Compute the number of lines in the following data that include the word "image", and output that number alone.

Start of PROVIDED RECORDS

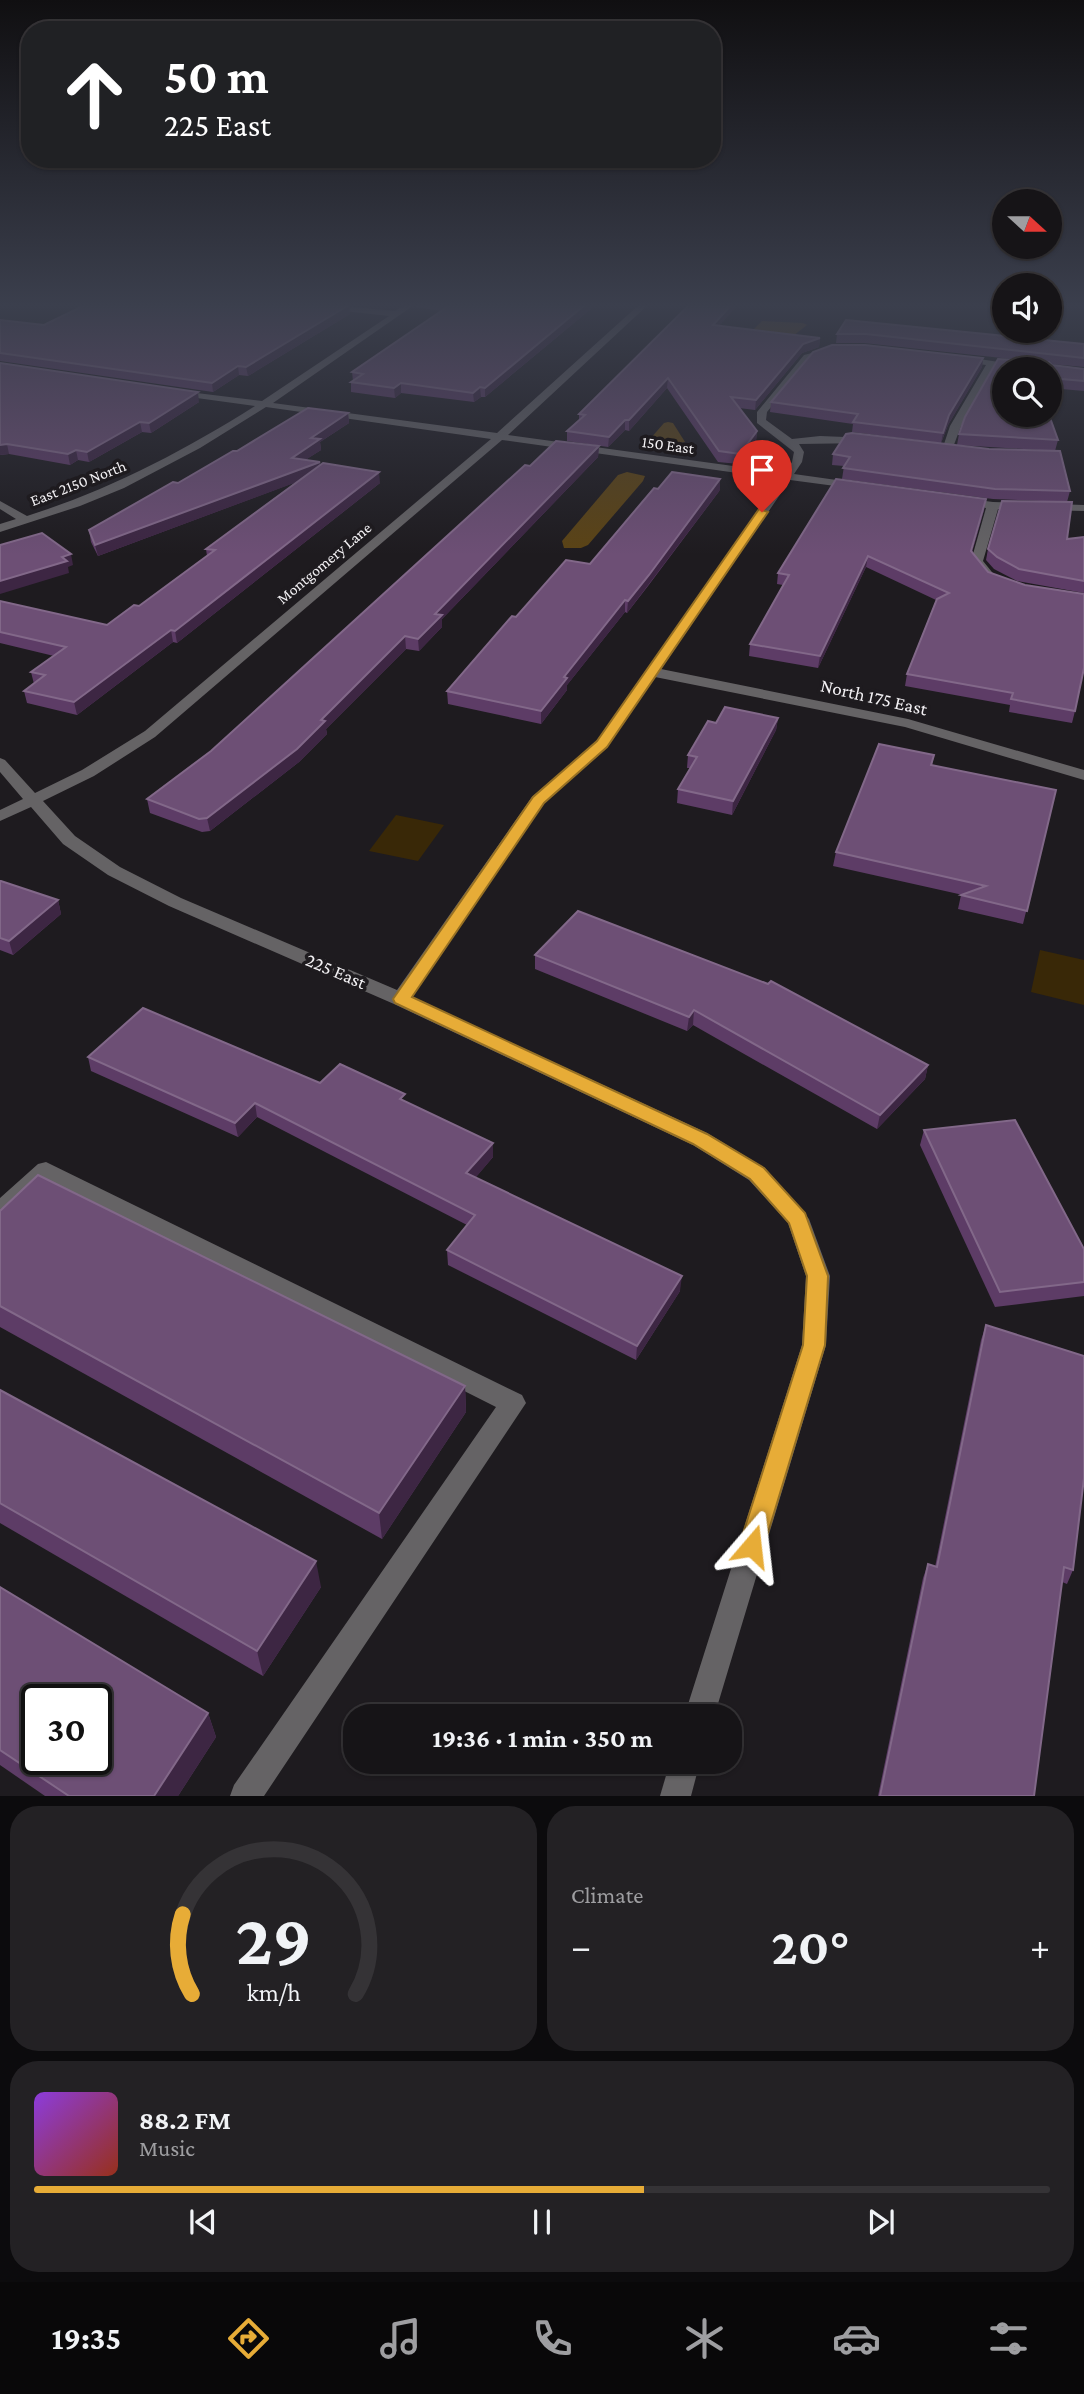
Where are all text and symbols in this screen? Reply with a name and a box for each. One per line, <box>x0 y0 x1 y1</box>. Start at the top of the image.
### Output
icon: ahead <box>49 49 140 140</box>
text: 50 m <box>164 49 269 104</box>
text: 225 East <box>164 107 271 143</box>
north arrow <box>992 189 1062 259</box>
map controls <box>992 189 1062 427</box>
button: sound <box>992 273 1062 343</box>
button: search <box>992 357 1062 427</box>
street label: 150 East <box>641 433 696 457</box>
pin <box>732 440 792 512</box>
icon: arrive <box>743 451 781 489</box>
street label: East 2150 North <box>28 457 129 509</box>
street label: Montgomery Lane <box>273 519 375 608</box>
street label: North 175 East <box>819 675 930 720</box>
street label: 225 East <box>303 949 370 993</box>
position arrow <box>715 1509 789 1583</box>
speed limit sign: 30 <box>21 1684 112 1775</box>
text: 19:36 · 1 min · 350 m <box>432 1724 653 1753</box>
text: Climate <box>571 1882 643 1908</box>
text: 29 <box>235 1900 312 1981</box>
text: 20° <box>771 1917 850 1975</box>
text: − <box>571 1925 591 1967</box>
text: + <box>1030 1925 1050 1967</box>
text: km/h <box>247 1979 300 2006</box>
text: 88.2 FM <box>139 2106 231 2135</box>
text: Music <box>139 2135 195 2161</box>
icon: previous <box>184 2203 222 2241</box>
icon: pause <box>523 2203 561 2241</box>
icon: next <box>862 2203 900 2241</box>
icon: directions <box>224 2314 273 2363</box>
icon: music <box>376 2314 425 2363</box>
icon: phone <box>528 2314 577 2363</box>
icon: climate <box>680 2314 729 2363</box>
icon: car <box>832 2314 881 2363</box>
icon: filters <box>984 2314 1033 2363</box>
text: 19:35 <box>51 2320 121 2356</box>

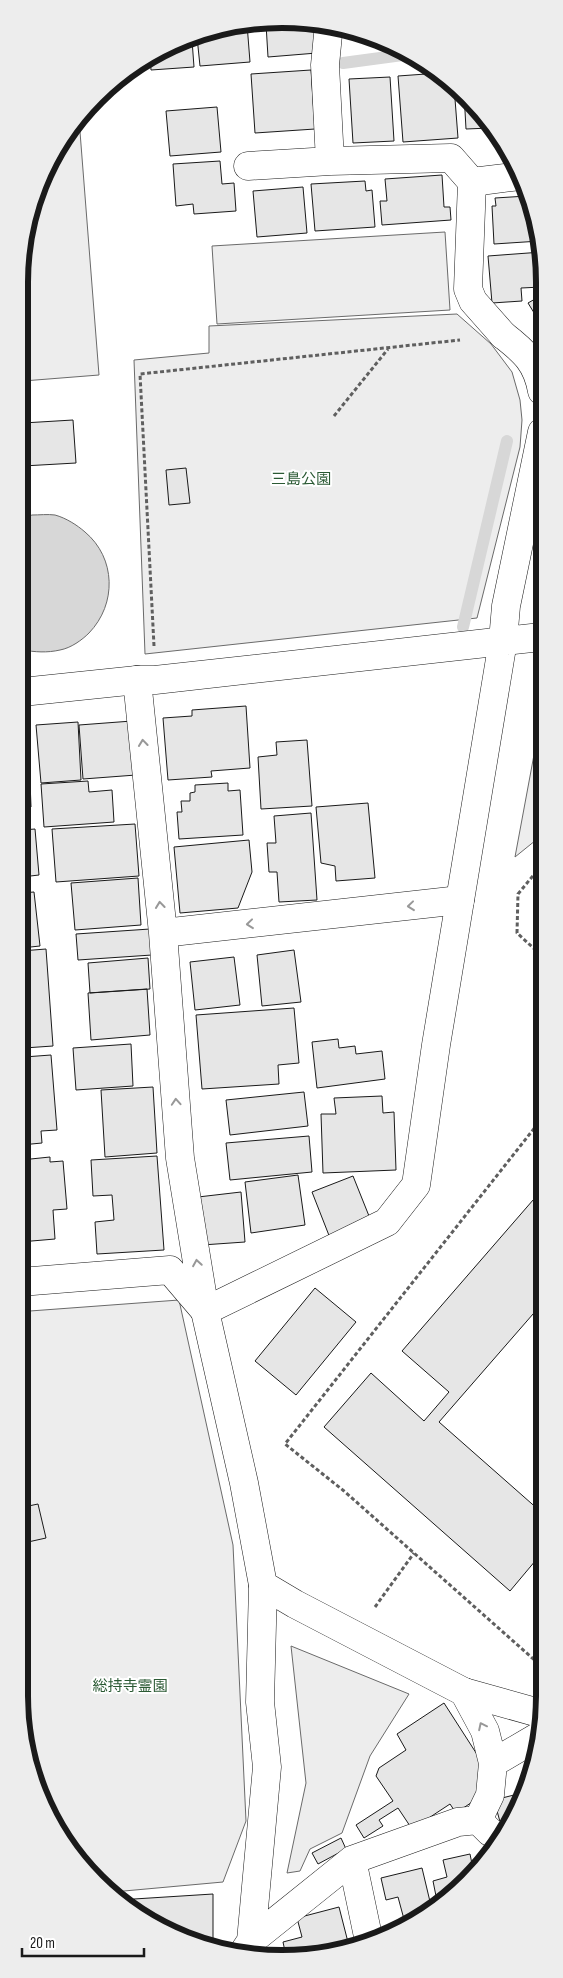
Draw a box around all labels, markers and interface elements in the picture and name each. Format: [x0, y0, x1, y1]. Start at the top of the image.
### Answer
park label: 三島公園 [271, 470, 331, 489]
one-way arrow [138, 739, 149, 747]
one-way arrow [155, 900, 166, 908]
one-way arrow [407, 900, 415, 911]
one-way arrow [245, 918, 253, 929]
one-way arrow [170, 1097, 181, 1105]
one-way arrow [192, 1258, 203, 1266]
park label: 総持寺霊園 [92, 1677, 168, 1696]
one-way arrow [478, 1722, 488, 1731]
scale bar [22, 1926, 145, 1958]
text: 20 m [30, 1934, 55, 1953]

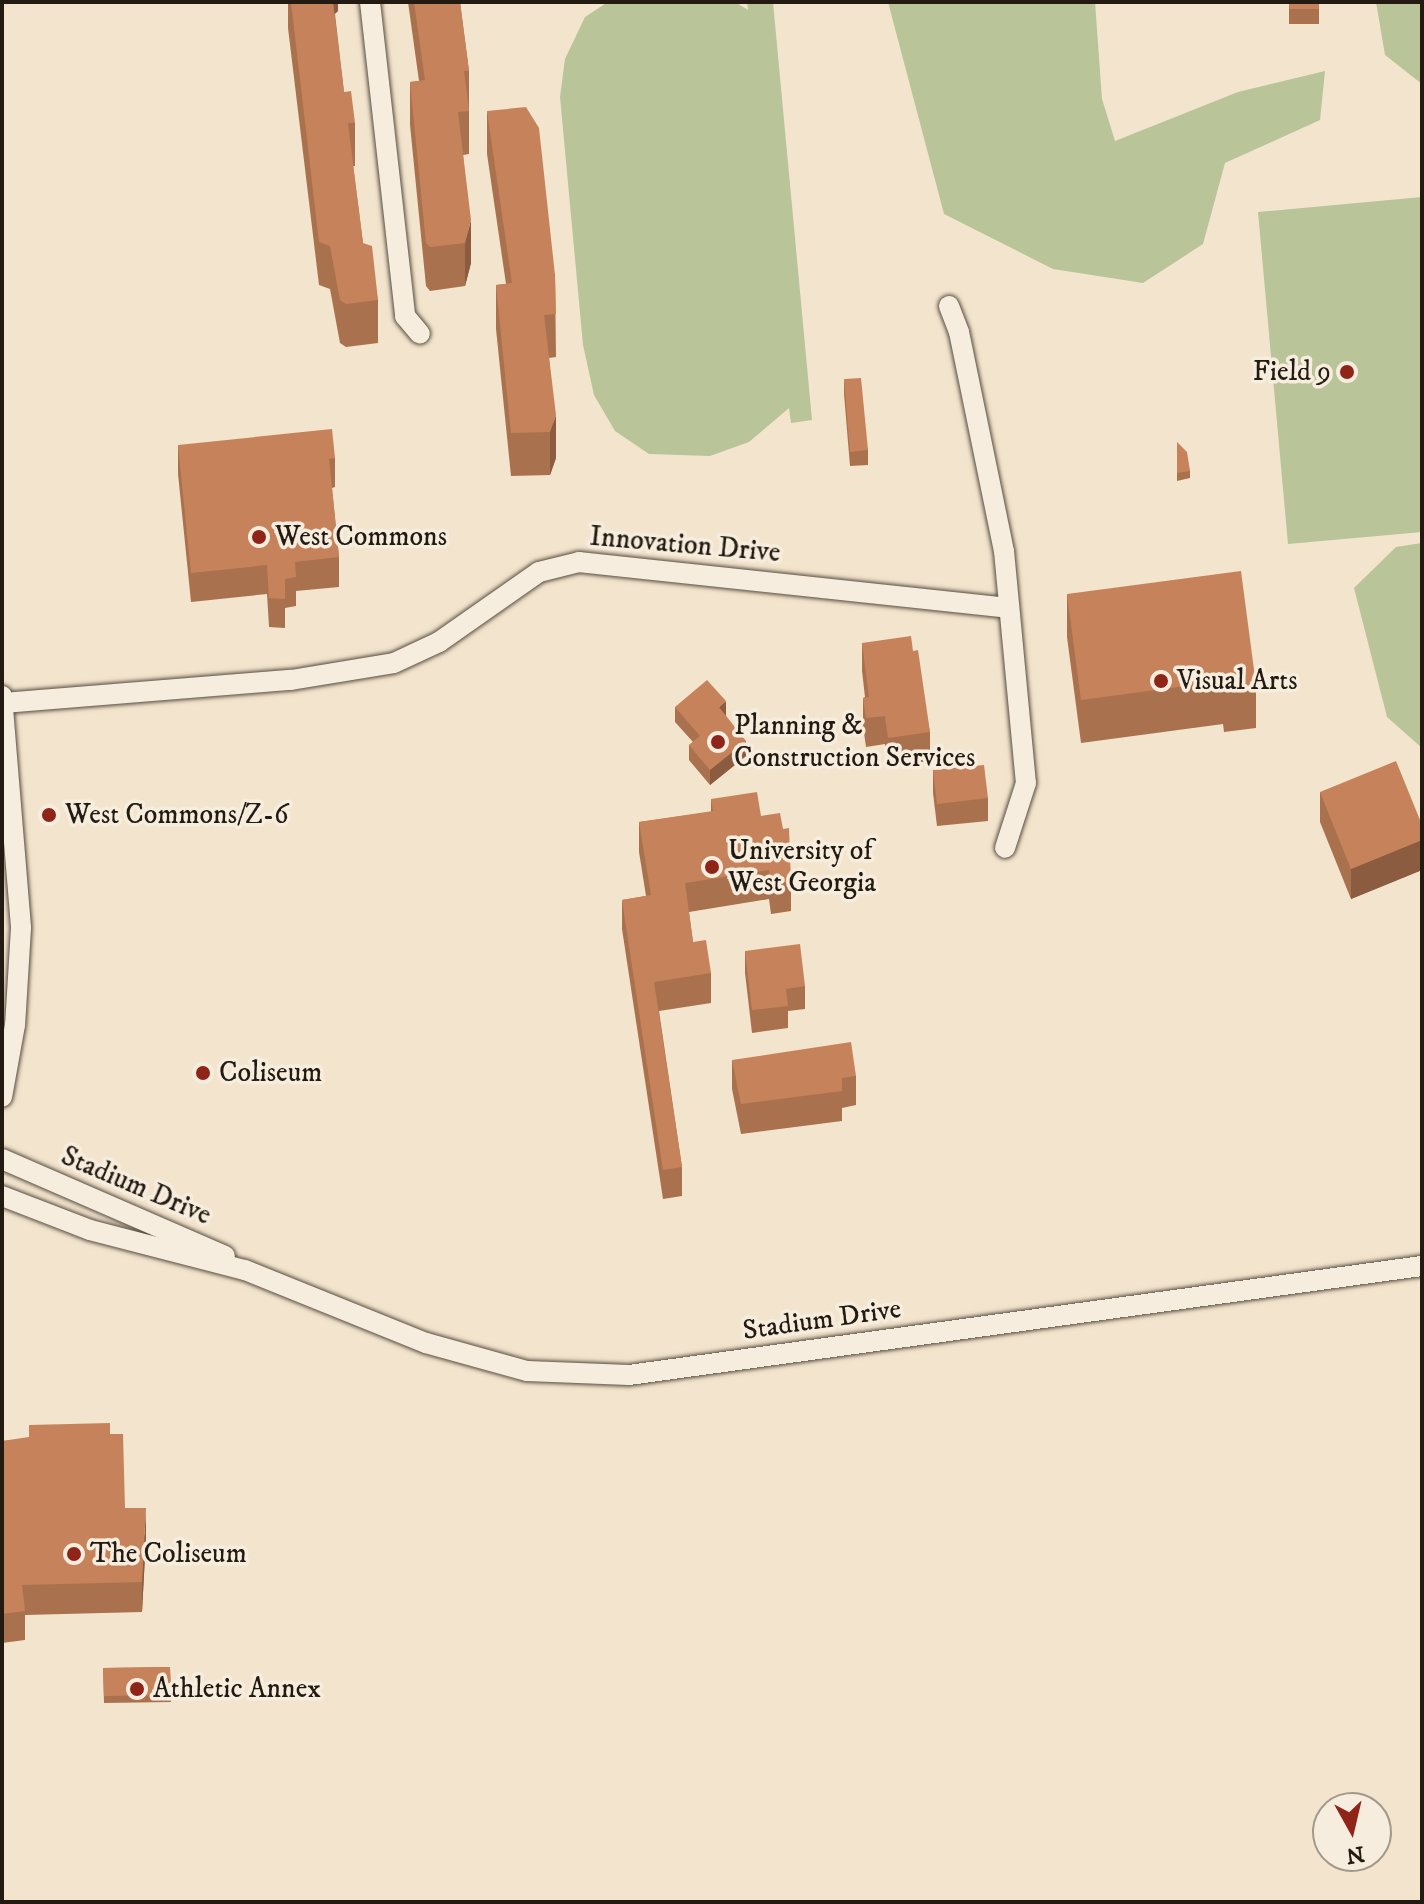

End of PROVIDED RECORDS

SOLUTION TO THIS EXERCISE:
2